TASK STATEMENT: Every line of the data that includes "names" should be copied out.

GIVEN INFORMATION:
========

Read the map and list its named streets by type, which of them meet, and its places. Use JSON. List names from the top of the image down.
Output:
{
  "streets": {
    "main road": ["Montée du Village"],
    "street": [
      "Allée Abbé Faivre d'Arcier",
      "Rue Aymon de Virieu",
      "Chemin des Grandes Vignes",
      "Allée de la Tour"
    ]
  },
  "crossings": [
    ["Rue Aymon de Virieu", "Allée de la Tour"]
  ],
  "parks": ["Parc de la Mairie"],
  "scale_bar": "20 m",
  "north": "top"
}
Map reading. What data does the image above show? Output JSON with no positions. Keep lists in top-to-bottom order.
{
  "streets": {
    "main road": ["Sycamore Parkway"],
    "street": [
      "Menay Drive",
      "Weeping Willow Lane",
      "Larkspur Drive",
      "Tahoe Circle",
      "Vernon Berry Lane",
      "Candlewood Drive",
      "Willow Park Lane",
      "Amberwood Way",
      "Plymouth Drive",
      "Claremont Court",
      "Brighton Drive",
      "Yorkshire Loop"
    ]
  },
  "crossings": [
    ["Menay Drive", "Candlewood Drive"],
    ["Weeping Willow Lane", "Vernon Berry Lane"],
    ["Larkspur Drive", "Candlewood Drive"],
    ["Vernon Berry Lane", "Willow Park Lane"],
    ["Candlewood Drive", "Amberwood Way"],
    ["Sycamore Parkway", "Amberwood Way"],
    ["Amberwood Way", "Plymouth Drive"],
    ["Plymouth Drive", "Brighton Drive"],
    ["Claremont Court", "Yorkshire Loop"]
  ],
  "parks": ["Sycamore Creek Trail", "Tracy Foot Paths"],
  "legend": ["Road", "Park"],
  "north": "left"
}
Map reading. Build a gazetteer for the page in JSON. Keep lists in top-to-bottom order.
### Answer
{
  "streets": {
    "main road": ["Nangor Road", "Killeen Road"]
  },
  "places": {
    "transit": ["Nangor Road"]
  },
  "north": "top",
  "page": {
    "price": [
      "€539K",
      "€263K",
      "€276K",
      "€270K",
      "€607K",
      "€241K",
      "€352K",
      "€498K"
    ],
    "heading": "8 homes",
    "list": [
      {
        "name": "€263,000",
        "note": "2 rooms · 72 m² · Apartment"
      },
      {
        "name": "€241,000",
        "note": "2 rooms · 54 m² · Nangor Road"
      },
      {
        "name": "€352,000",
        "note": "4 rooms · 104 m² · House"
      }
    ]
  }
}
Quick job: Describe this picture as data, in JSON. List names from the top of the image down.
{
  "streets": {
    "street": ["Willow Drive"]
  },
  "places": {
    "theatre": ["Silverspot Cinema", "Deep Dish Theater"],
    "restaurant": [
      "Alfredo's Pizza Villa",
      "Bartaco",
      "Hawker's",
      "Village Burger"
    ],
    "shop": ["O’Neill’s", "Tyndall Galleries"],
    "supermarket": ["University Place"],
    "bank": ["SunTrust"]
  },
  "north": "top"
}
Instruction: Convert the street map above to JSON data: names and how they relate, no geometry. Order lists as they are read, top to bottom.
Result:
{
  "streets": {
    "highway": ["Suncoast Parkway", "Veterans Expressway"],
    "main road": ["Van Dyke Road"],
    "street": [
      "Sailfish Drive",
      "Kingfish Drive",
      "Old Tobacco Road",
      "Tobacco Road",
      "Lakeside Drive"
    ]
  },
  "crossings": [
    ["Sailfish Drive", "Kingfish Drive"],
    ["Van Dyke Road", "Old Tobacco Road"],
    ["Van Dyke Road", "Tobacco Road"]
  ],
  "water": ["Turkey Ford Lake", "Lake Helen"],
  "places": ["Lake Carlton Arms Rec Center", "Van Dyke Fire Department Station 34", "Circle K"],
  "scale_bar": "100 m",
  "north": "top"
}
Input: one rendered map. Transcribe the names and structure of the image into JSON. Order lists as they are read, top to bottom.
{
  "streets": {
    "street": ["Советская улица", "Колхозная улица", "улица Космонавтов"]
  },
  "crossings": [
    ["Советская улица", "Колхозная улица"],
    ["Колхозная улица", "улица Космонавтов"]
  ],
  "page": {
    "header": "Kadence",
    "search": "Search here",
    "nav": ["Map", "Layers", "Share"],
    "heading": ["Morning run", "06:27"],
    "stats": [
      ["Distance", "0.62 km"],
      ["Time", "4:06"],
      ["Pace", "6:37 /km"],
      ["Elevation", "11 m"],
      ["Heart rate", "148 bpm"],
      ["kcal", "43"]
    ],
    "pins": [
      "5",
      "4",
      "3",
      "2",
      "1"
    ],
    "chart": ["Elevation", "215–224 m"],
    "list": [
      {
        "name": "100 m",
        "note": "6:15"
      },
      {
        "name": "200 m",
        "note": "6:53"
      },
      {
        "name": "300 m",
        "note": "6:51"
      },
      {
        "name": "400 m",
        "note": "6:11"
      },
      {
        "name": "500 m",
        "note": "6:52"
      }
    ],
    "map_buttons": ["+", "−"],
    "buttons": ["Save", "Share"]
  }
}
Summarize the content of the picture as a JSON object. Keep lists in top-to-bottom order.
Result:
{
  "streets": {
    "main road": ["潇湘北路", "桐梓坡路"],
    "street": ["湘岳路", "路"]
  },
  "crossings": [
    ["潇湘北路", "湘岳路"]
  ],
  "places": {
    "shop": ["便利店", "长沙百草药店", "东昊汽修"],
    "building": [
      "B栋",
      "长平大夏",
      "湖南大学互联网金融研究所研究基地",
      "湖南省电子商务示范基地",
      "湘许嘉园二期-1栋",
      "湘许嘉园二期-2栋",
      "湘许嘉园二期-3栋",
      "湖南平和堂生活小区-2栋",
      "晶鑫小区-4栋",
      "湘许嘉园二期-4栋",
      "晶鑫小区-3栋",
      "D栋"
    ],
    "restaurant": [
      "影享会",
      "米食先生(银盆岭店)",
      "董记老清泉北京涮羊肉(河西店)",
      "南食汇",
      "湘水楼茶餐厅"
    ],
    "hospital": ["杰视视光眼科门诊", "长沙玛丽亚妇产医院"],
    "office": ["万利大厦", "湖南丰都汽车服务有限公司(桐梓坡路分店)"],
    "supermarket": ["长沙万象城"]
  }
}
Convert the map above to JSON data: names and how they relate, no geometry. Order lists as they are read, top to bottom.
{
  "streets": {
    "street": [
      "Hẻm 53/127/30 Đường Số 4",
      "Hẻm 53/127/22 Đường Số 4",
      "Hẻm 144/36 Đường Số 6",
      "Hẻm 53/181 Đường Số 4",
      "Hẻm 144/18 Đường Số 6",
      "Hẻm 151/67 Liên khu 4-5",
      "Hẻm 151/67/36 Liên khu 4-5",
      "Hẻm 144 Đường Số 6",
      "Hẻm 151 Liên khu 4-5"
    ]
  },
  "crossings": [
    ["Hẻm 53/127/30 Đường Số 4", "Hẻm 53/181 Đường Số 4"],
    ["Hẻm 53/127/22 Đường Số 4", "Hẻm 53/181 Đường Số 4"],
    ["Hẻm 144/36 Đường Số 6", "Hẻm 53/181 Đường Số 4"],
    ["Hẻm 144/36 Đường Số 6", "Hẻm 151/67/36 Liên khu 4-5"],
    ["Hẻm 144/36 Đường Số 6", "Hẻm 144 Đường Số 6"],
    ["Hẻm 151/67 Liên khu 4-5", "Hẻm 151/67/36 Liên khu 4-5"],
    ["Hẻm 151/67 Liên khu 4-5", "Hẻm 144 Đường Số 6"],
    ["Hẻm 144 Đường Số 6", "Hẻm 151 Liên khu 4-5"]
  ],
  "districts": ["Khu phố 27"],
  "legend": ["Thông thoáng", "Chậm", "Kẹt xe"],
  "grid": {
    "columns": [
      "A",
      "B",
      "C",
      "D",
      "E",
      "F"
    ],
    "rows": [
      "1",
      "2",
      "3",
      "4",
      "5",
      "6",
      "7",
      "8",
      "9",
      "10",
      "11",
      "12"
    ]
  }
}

========

SOLVED PROBLEM:
Read the map and list its named streets by type, which of them meet, and its places. Use JSON. List names from the top of the image down.
Quick job: Describe this picture as data, in JSON. List names from the top of the image down.
Instruction: Convert the street map above to JSON data: names and how they relate, no geometry. Order lists as they are read, top to bottom.
Input: one rendered map. Transcribe the names and structure of the image into JSON. Order lists as they are read, top to bottom.
Convert the map above to JSON data: names and how they relate, no geometry. Order lists as they are read, top to bottom.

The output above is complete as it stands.